According to the Environmental Impact Statement for the proposed rezoning, the applicants also want to create a “Special Sunset Park Innovation District” where research, development, design, engineering and manufacturing of a product could happen under one roof, in line with the de Blasio administration’s 2015 Industrial Action Plan. The rezoning space would have 1.78 million square feet of manufacturing use, with more traditional manufacturing uses ranging from wholesale manufacturing to cement factories. There also will be 893,445 square feet reserved for artisanal manufacturing, art and design studios and office space.
The proposed actions would rezone 30 acres and create the special district for three new buildings, as well as what IC promises will be a pedestrian-friendly environment for ground use. It would also demap 40th Street between 1st and 2nd avenues.
A councilmember’s demands
Last September, Menchaca set three conditions which Industry City, the Sunset Park community and the city administration had to meet in order to get his support for the project. His first condition was to remove hotels from Industry City’s application altogether, but also continue to restrict space for industrial use and restrict the total amount of space for retail use.

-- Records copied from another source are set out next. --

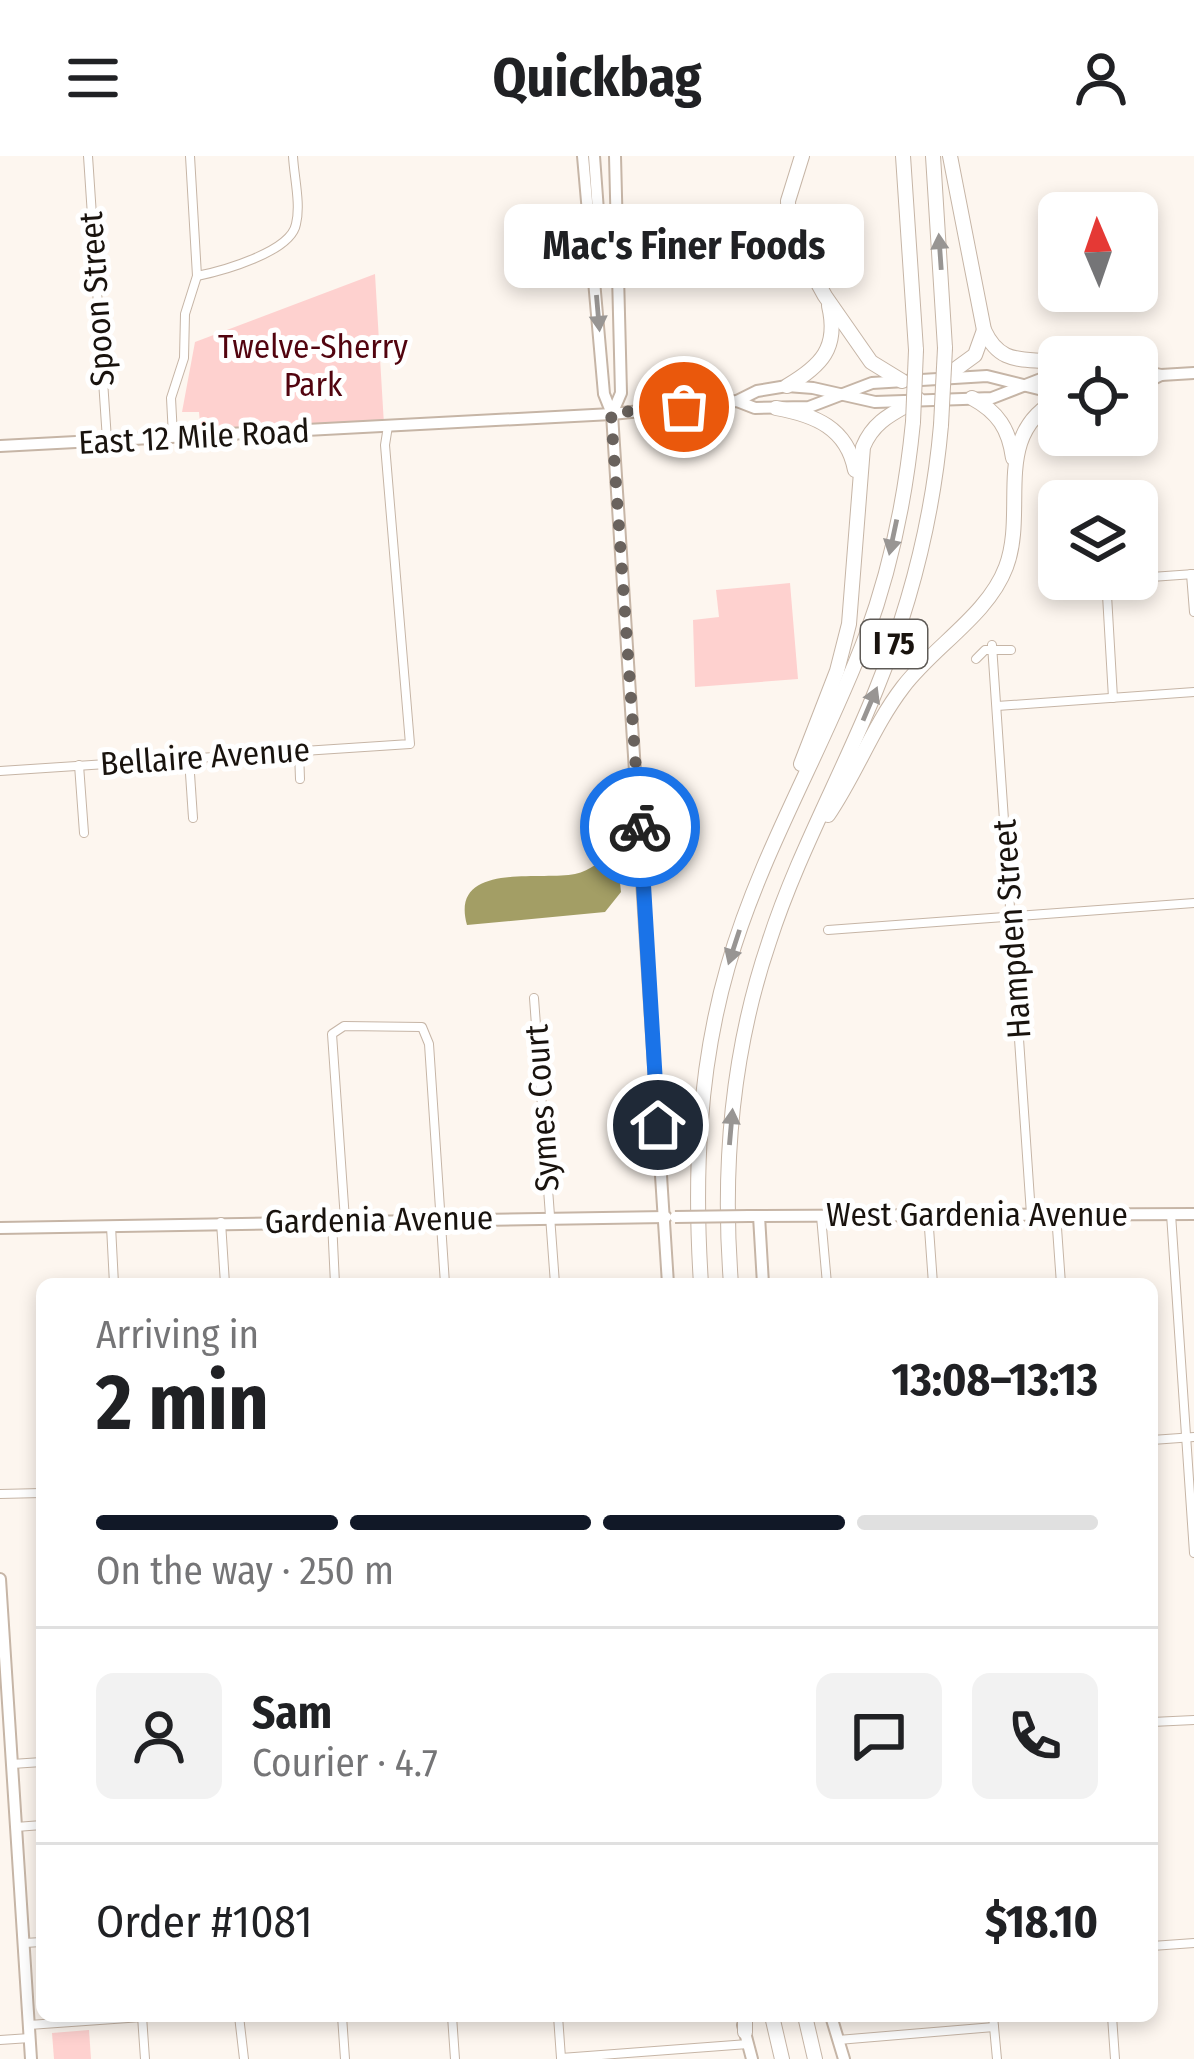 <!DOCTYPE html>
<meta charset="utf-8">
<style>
:root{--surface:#fff;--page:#f2f2f2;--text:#202124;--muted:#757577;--line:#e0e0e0;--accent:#111827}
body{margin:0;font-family:"Fira Sans Condensed",sans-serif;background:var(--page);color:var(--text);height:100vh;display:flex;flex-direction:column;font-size:45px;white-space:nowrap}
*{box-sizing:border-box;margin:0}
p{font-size:39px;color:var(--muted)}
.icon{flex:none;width:66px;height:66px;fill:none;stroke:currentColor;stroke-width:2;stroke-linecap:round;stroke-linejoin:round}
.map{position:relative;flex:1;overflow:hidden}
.details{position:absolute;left:36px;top:1122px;width:1122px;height:744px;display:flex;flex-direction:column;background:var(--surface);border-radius:18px;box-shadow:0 6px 18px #0003}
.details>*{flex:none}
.needle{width:78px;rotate:358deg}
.tools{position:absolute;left:1038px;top:36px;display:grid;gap:24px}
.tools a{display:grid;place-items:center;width:120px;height:120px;border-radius:18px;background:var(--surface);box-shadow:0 6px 18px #0003;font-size:60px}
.pin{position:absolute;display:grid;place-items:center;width:102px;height:102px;color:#fff;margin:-51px;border:6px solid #fff;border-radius:50%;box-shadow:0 3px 12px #0007}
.courier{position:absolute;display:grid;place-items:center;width:120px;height:120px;margin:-60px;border:9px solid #1a73e8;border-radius:50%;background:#fff;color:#222;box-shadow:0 3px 15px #0007}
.bubble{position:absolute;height:84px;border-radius:18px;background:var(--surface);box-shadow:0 6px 18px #0003;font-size:39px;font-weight:700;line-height:84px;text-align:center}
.overview em{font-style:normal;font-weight:700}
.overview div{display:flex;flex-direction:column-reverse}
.overview{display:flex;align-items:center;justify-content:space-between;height:204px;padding:0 60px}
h1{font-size:78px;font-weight:700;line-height:90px}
.bar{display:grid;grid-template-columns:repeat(4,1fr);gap:18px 12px;align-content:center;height:144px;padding:0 60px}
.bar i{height:15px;border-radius:9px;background:var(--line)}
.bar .on{background:var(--accent)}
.bar p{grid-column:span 4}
.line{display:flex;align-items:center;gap:30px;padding:0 60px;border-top:3px solid var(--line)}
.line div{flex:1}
.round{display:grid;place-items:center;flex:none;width:126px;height:126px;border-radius:18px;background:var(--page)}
header{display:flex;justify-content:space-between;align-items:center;height:156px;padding:0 60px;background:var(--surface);font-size:54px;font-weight:700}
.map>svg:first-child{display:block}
</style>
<header><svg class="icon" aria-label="menu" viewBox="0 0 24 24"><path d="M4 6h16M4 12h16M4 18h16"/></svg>Quickbag<svg class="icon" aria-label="person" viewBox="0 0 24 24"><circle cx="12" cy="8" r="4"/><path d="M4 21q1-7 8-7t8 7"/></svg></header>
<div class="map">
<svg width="1194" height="1903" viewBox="0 0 1194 1903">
<rect width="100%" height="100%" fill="#fdf6ef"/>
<g fill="#fed1cf">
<polygon points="375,118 384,269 201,279 199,256 182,256 195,186"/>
<polygon points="790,427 798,523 695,531 693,464 719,461 716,434"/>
<polygon points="89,1874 91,1903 54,1903 52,1877"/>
</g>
<path fill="#a39e65" d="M617 698 621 736 605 756 467 769C449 705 540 725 575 718 591 715 601 702 617 698Z"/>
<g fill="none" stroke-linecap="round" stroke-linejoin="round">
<defs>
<g id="street">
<polyline points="88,0 107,284"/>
<path d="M197 120C222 115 291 96 296 68 301 48 294 21 293 0"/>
<polyline points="173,280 171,242 184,202 185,158 197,120 190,0"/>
<polyline points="1191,418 1194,456"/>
<polyline points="1137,422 1194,418"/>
<polyline points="992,489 1031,1058"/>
<polyline points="976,503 985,494 1011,494"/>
<polyline points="1113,542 1107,439 1111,428 1120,423"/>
<polyline points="997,550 1194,536"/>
<polyline points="299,595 300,623"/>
<polyline points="189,603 193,662"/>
<polyline points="79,609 84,677"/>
<polyline points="0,615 410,588 385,289 388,270"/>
<polyline points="828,774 1194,747"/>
<polyline points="534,842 555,1128"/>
<polyline points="928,1058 933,1128"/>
<polyline points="1056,1058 1061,1128"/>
<polyline points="1171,1058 1194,1397"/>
<polyline points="821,1060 827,1128"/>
<polyline points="345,1064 332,878 344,870 422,871 429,888 445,1128"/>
<polyline points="332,1065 335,1128"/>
<polyline points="221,1066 225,1128"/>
<polyline points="111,1070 114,1128"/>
<polyline points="1152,1284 1194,1281"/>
<polyline points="0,1338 42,1337"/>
<polyline points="1152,1566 1194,1564"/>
<polyline points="12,1608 42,1606"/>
<polyline points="16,1671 42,1669"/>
<polyline points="24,1787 42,1786"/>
<polyline points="1152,1790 1194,1787"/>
<polyline points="142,1860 145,1903"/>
<polyline points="239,1860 244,1903"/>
<polyline points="342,1860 345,1903"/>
<polyline points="452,1860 455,1903"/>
<polyline points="558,1860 561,1902"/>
<polyline points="993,1860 997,1903"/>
<polyline points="1112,1860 1115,1903"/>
<polyline points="29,1869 156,1860"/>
<polyline points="0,1884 30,1882"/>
<polyline points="838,1884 994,1871"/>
<polyline points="561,1902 748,1888"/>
</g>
<g id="secondary">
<polyline points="583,0 604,238 612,258 668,1128"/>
<polyline points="594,0 598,55 605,64 618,61"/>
<polyline points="1137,214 1161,219 1194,217"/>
<polyline points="1137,231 1161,219"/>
<polyline points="737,245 755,252 809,251 872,227 987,220 1059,238"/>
<polyline points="612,258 621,237 615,0"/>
<polyline points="0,290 612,258 737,245 757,235 787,230 813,232 875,246 992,242 1059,216"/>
<polyline points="749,1060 1194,1058"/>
<polyline points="759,1060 763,1128"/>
<polyline points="0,1072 666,1061"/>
<polyline points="0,1423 31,1903"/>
<polyline points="831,1860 844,1903"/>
<polyline points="743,1869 752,1903"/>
</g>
<g id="highway">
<polyline points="802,0 788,45 789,75 825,140 871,206 902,225"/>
<polyline points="903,0 916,194"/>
<polyline points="933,0 945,192"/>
<path d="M950 0 984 174C1001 211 1024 201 1059 207"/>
<polyline points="942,223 975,199 984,174"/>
<path d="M787 230C821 210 839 192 829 150"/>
<path d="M972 242C998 256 1009 273 1013 302"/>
<path d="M776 252C815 259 847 272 855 314"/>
<path d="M801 608 837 515 849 468 863 291C874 264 894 257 918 243"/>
<path d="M828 659C856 618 873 570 903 531 934 490 988 459 1006 411 1028 353 990 278 1059 243"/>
<path d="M701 1128C694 1021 698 914 728 810 761 695 824 592 866 480 891 412 906 338 913 266"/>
<path d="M731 1128C722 1013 732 895 769 786 797 699 842 619 876 534 911 448 933 361 941 269"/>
<polyline points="745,1860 745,1876"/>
<polyline points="772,1860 782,1903"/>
<polyline points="805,1860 815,1903"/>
</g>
</defs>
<use href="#street" stroke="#c6b5a6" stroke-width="10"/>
<use href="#secondary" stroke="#c6b5a6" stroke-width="14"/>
<use href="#highway" stroke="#c6b5a6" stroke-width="16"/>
<use href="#street" stroke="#fff" stroke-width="8"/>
<use href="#secondary" stroke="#fff" stroke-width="10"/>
<use href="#highway" stroke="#fff" stroke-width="14"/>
<defs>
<polyline id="secondary-bridge" points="675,1061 749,1060"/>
<g id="highway-bridge">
<polyline points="913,266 916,194"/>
<polyline points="941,269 945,192"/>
</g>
</defs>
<use href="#secondary-bridge" stroke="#c6b5a6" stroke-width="14" stroke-linecap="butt"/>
<use href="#highway-bridge" stroke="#c6b5a6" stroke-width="16" stroke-linecap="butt"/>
<use href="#secondary-bridge" stroke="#fff" stroke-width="10"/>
<use href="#highway-bridge" stroke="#fff" stroke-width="14"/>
</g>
<defs><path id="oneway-solid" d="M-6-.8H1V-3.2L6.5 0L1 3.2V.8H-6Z" transform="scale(3)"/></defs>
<g fill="#989593">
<use href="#oneway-solid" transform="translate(940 96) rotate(-94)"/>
<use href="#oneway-solid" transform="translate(598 157) rotate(85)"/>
<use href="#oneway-solid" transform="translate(893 381) rotate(102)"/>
<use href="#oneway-solid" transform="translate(870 548) rotate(-67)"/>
<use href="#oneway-solid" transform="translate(734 791) rotate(108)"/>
<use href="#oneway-solid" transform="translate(731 971) rotate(-85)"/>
</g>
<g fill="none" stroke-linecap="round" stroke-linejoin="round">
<polyline stroke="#69625d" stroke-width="12" stroke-dasharray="0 21.6" points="640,671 611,257 684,251"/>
<polyline stroke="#1a73e8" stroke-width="15" points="640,671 658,969"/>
</g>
<g text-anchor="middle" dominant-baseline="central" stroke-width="10" stroke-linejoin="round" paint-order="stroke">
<rect fill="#fff" stroke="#5e5a56" stroke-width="3" x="861" y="464" width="66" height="48" rx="9"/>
<g font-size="30" font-weight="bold" fill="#19130e">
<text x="894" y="488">I 75</text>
</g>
<g font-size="33" fill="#19130e" stroke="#fff">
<text transform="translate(97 143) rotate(-94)">Spoon Street</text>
<text transform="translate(194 281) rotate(-3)">East 12 Mile Road</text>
<text transform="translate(205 601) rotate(-4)">Bellaire Avenue</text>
<text transform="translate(1012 773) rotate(-94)">Hampden Street</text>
<text transform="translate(542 952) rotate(-94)">Symes Court</text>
<text x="977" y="1059">West Gardenia Avenue</text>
<text transform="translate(379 1064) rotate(-1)">Gardenia Avenue</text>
</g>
<g font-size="33" fill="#52040f" stroke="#fff">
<text x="313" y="191">Twelve-Sherry<tspan x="313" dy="38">Park</tspan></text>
</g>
</g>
</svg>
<div class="tools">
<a><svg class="needle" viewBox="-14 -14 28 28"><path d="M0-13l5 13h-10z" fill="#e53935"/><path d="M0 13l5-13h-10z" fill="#757577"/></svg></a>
<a><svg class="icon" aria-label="locate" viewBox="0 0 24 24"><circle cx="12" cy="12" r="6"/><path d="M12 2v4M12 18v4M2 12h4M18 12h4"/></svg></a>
<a><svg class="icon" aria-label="layers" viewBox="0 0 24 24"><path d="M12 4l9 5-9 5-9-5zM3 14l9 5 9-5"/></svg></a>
</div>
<div class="pin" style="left:684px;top:251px;background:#ea580c"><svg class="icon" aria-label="bag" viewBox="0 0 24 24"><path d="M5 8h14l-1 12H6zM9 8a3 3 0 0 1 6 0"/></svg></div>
<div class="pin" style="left:658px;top:969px;background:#1f2937"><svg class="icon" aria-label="home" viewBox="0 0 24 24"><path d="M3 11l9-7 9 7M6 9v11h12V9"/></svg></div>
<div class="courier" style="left:640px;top:671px"><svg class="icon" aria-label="bike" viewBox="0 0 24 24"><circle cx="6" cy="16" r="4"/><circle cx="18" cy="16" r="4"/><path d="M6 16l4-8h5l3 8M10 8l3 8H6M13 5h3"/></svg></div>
<div class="bubble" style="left:504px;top:48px;width:360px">Mac's Finer Foods</div>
<section class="details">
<div class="overview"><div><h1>2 min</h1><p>Arriving in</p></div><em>13:08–13:13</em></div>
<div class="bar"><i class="on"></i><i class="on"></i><i class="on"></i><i></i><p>On the way · 250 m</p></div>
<div class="line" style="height:216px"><a class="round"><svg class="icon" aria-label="person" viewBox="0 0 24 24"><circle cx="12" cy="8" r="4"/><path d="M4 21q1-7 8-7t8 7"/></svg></a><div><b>Sam</b><p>Courier · 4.7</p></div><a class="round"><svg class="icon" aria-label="chat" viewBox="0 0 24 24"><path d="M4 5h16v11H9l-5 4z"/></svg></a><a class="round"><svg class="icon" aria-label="phone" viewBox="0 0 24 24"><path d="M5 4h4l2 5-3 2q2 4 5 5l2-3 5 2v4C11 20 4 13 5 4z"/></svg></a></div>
<div class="line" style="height:156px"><div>Order #1081</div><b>$18.10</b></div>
</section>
</div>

A second condition was for the mayor’s office to provide a written commitment supporting investments to help mitigate housing, workforce and educational challenges the neighborhood faces.
The final condition was for the Sunset Park community to bring forth a legal and binding document of community benefits agreement for Industry City. That agreement would contain commitments such as establishing a public technical high school and adult education center at Industry City, creating a manufacturing hub, installing green energy infrastructure and offering support for local tenant advocates.
During the hearing, Kimball said he has agreed to all ten of the community benefits agreement terms, but Menchaca and Reynoso argued there was no binding agreement to hold Industry City accountable to meet those terms without the support of de Blasio administration.
According to Menchaca’s office, Industry City said they would remove hotel use from the application closer to the City Council vote, but there has been no written agreement. The mayor’s office made no capital commitments for community investments because the application is a private rezoning, not something sponsored by the de Blasio administration. And Sunset Park community groups, through the Sunset Park Benefits Coalition, have yet to finalize their community benefits agreement in part because negotiations were impacted by the pandemic.
Next hearing looms
In January, Brooklyn’s Community Board 7 could not come to a conclusive vote on the Industry City rezoning because some of their demands — which mirrored Menchaca’s — could not be met.
Brooklyn Borough President Eric Adams did approve the private application in March but with conditions, such as removing hotels from the special district along with a demand to “restrict school locations, limit big box and destination stores and venues.”
The 10 a.m. hearing lasted well beyond 7 p.m. and 200 people signed up to testify for or against the application. The City Council Land Use Committee weighs in next before the entire Council can consider the rezoning application. The body has 50 days to act on the Industry City rezoning application.